Madame Pichard souligne que l'attestation n'est pas conforme à l'article 202 du nouveau Code de procédure civile. Néanmoins, les règles de l'article 202 de ce Code ne sont pas prescrites à peine de nullité et il n'est pas démontré que les irrégularités de l'attestation constituent l'inobservation d'une formalité substantielle ou d'ordre public faisant de plus grief à l'intimée. Madame Pichard affirme dans ses écritures ne pas avoir travaillé avant le 2 septembre 2002 pour la société Cap Immobilier mais, restée passive relativement à l'attestation de Madame Le Barillec, elle ne démontre aucunement ni même ne tente de démontrer que les faits relatés seraient faux, ne serait-ce que par une protestation écrite faite auprès de Madame Le Barillec ou par une demande de communication à la procédure des mandats rentrés en juin et juillet 2002, ce qui, en l'absence éventuelle de communication de ces pièces, aurait permis à la cour d'en tirer les conséquences. Dans ces conditions, l'attestation doit être retenue.

Madame Pichard a ainsi, sans autorisation de la SARL Saint-Nazaire Immobilier, travaillé à partir de juin 2006 pour le compte d'une agence dont l'activité est directement concurrente de celle de son mandant, la rupture du contrat n'ayant eu lieu que le 5 août 2002, étant observé que les villes de Saint-Nazaire et de La Baule sont sinon limitrophes, à tout le moins dans le même secteur géographique et que la société Cap Océan Immobilier prospecte sur le secteur de Saint-Nazaire ainsi que le démontre une délégation de mandat de celle-ci à la SARL Saint-Nazaire Immobilier en date du 29 mars 2004.

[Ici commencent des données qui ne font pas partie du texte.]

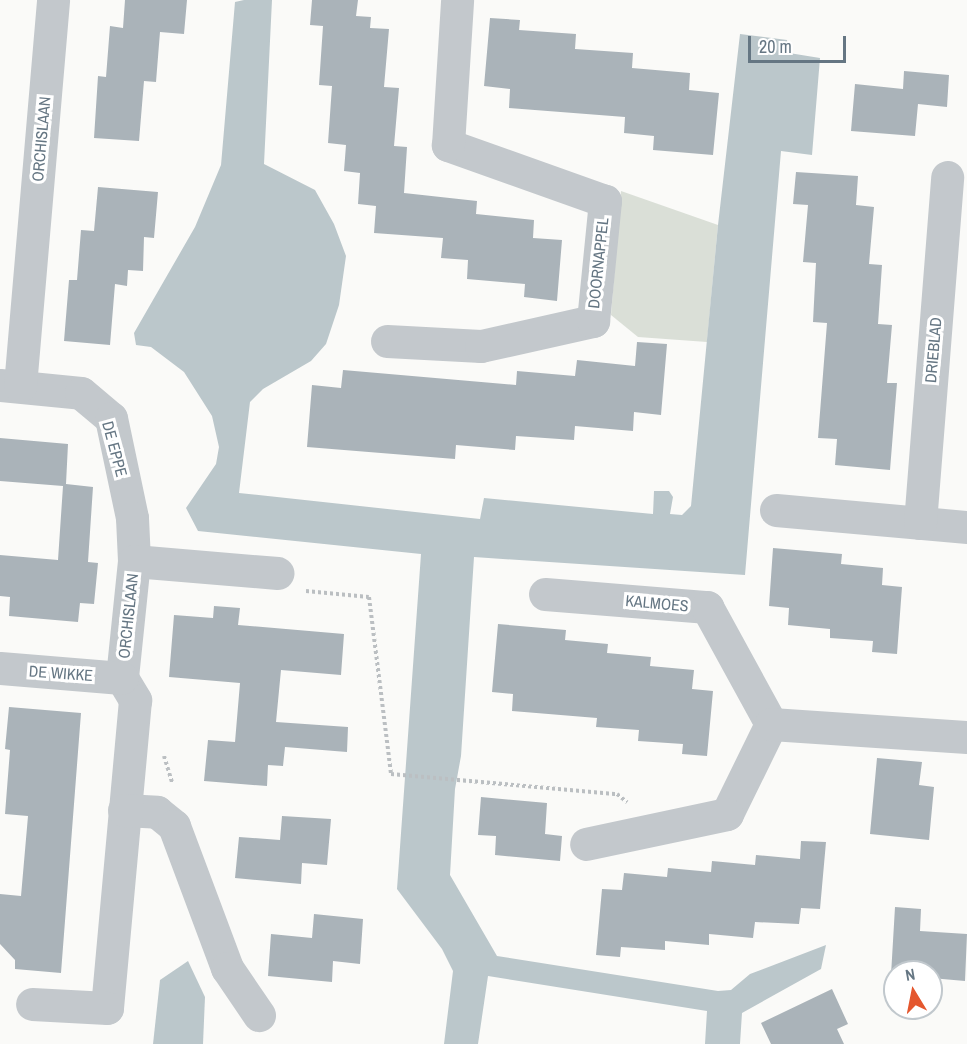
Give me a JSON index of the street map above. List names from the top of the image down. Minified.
{"streets":{"street":["ORCHISLAAN","DOORNAPPEL","DRIEBLAD","DE EPPE","KALMOES","DE WIKKE"]},"crossings":[["ORCHISLAAN","DE EPPE"],["ORCHISLAAN","DE WIKKE"]],"scale_bar":"20 m","north":"top"}
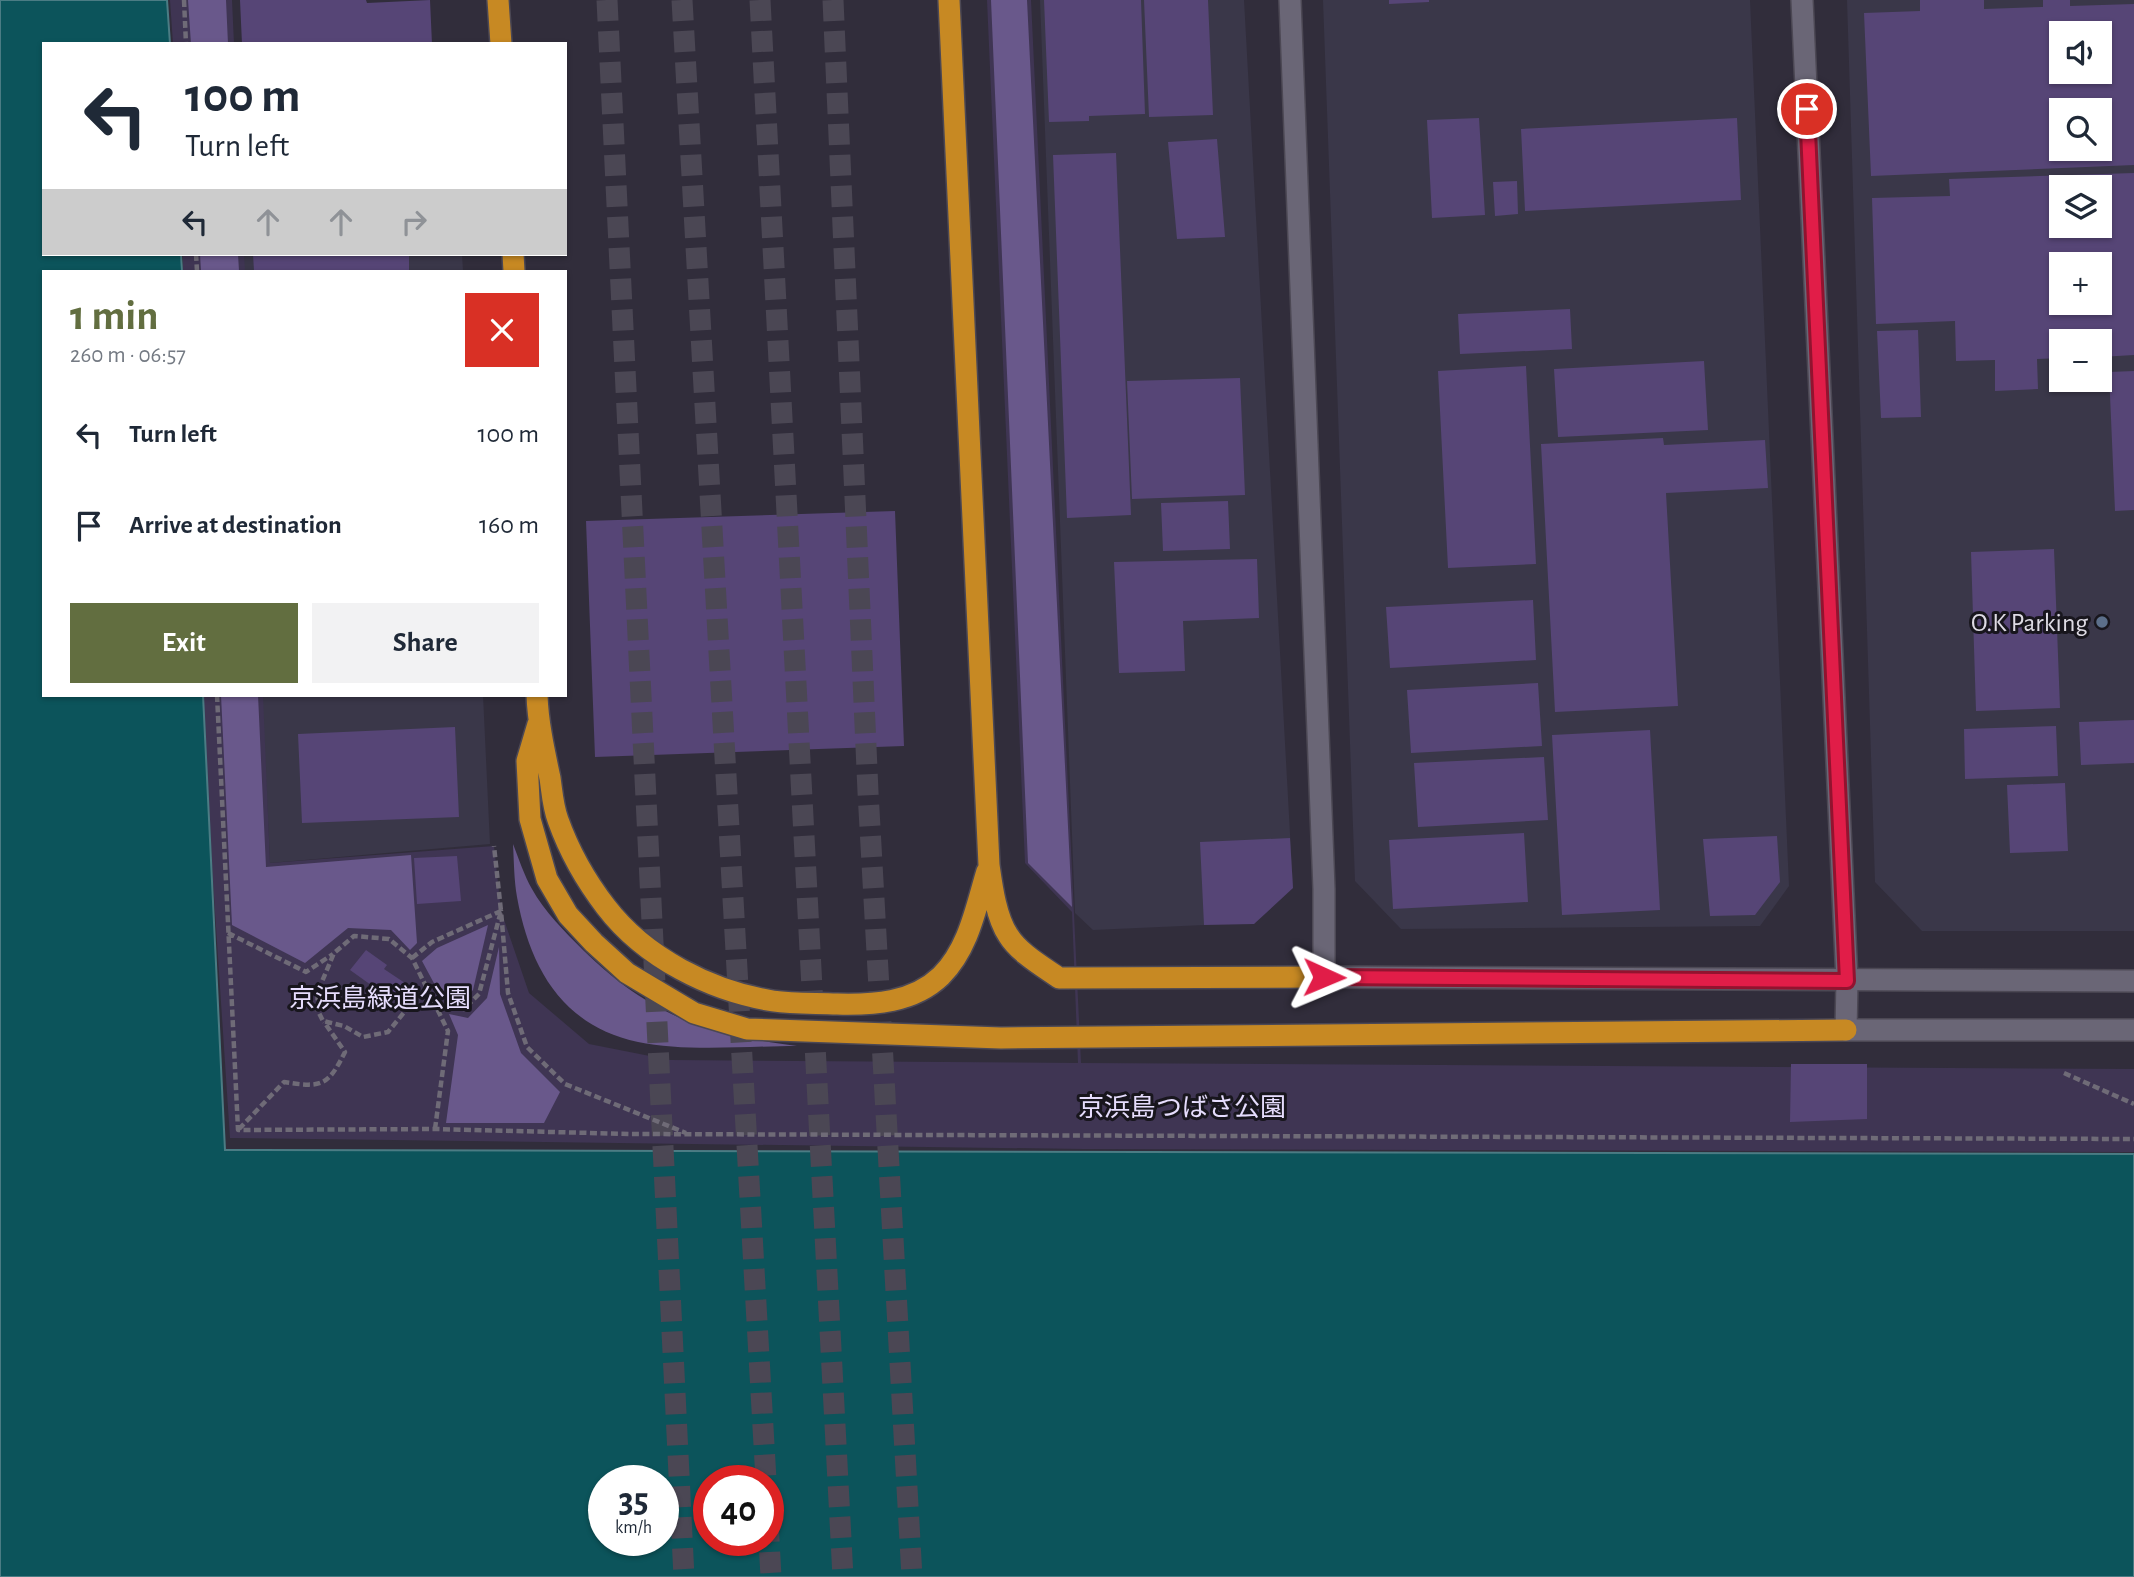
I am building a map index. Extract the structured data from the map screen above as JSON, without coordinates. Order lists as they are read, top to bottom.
{
  "parks": ["京浜島緑道公園", "京浜島つばさ公園"],
  "places": ["O.K Parking"],
  "page": {
    "map_buttons": ["+", "−"],
    "turn": ["100 m", "Turn left"],
    "heading": ["1 min", "260 m · 06:57"],
    "list": [
      {
        "name": "Turn left",
        "value": "100 m"
      },
      {
        "name": "Arrive at destination",
        "value": "160 m"
      }
    ],
    "buttons": ["Exit", "Share"],
    "speed": "35 km/h",
    "limit": "40"
  }
}
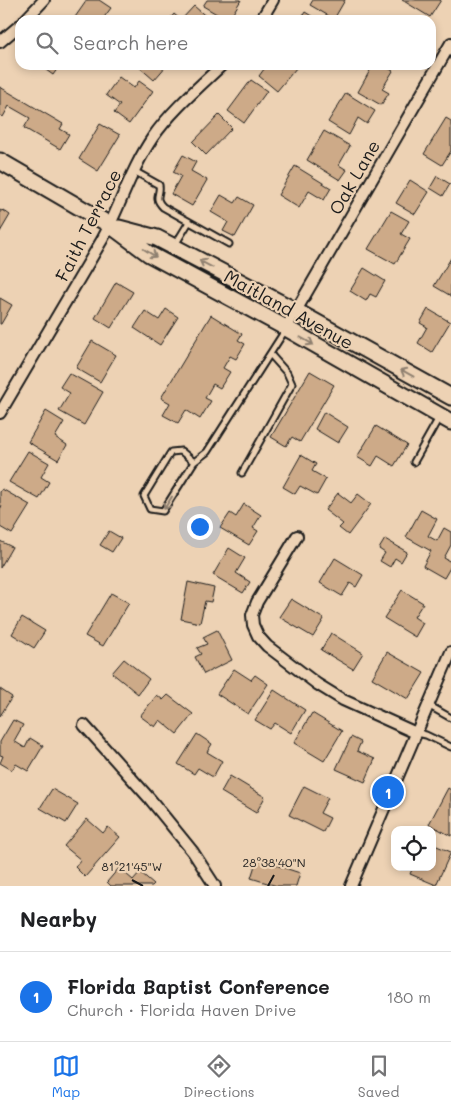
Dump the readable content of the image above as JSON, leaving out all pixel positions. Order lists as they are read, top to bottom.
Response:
{
  "streets": {
    "main road": ["Maitland Avenue"],
    "street": ["Oak Lane", "Faith Terrace"]
  },
  "crossings": [
    ["Oak Lane", "Maitland Avenue"],
    ["Faith Terrace", "Maitland Avenue"]
  ],
  "page": {
    "search": "Search here",
    "pins": "1",
    "heading": "Nearby",
    "list": [
      {
        "mark": "1",
        "name": "Florida Baptist Conference",
        "note": "Church · Florida Haven Drive",
        "value": "180 m"
      }
    ],
    "nav": ["Map", "Directions", "Saved"]
  },
  "coordinates": ["28°38'40\"N", "81°21'45\"W"]
}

Madame Pichard a, ce faisant, manqué à son obligation de loyauté envers la SARL Saint-Nazaire Immobilier, allant à l'encontre du mandat d'intérêt commun signé entre les parties, et commis une faute grave au sens de l'article L. 134-13 du Code de commerce.

Le mandant peut toujours, même si elle s'est révélée postérieurement à la rupture du contrat, invoquer l'existence d'une faute commise antérieurement. Il ne ressort pas des courriers de Monsieur Siar postérieurs à la lettre du 19 août 2002 que la SARL Saint-Nazaire Immobilier ait eu connaissance antérieurement à cette date ou à cette date de la faute de Madame Pichard. Il ne peut donc être soutenu qu'en ne mentionnant pas la faute de Madame Pichard dans sa lettre de rupture, la SARL Saint-Nazaire Immobilier ait accepté et couvert la faute commise par son mandataire.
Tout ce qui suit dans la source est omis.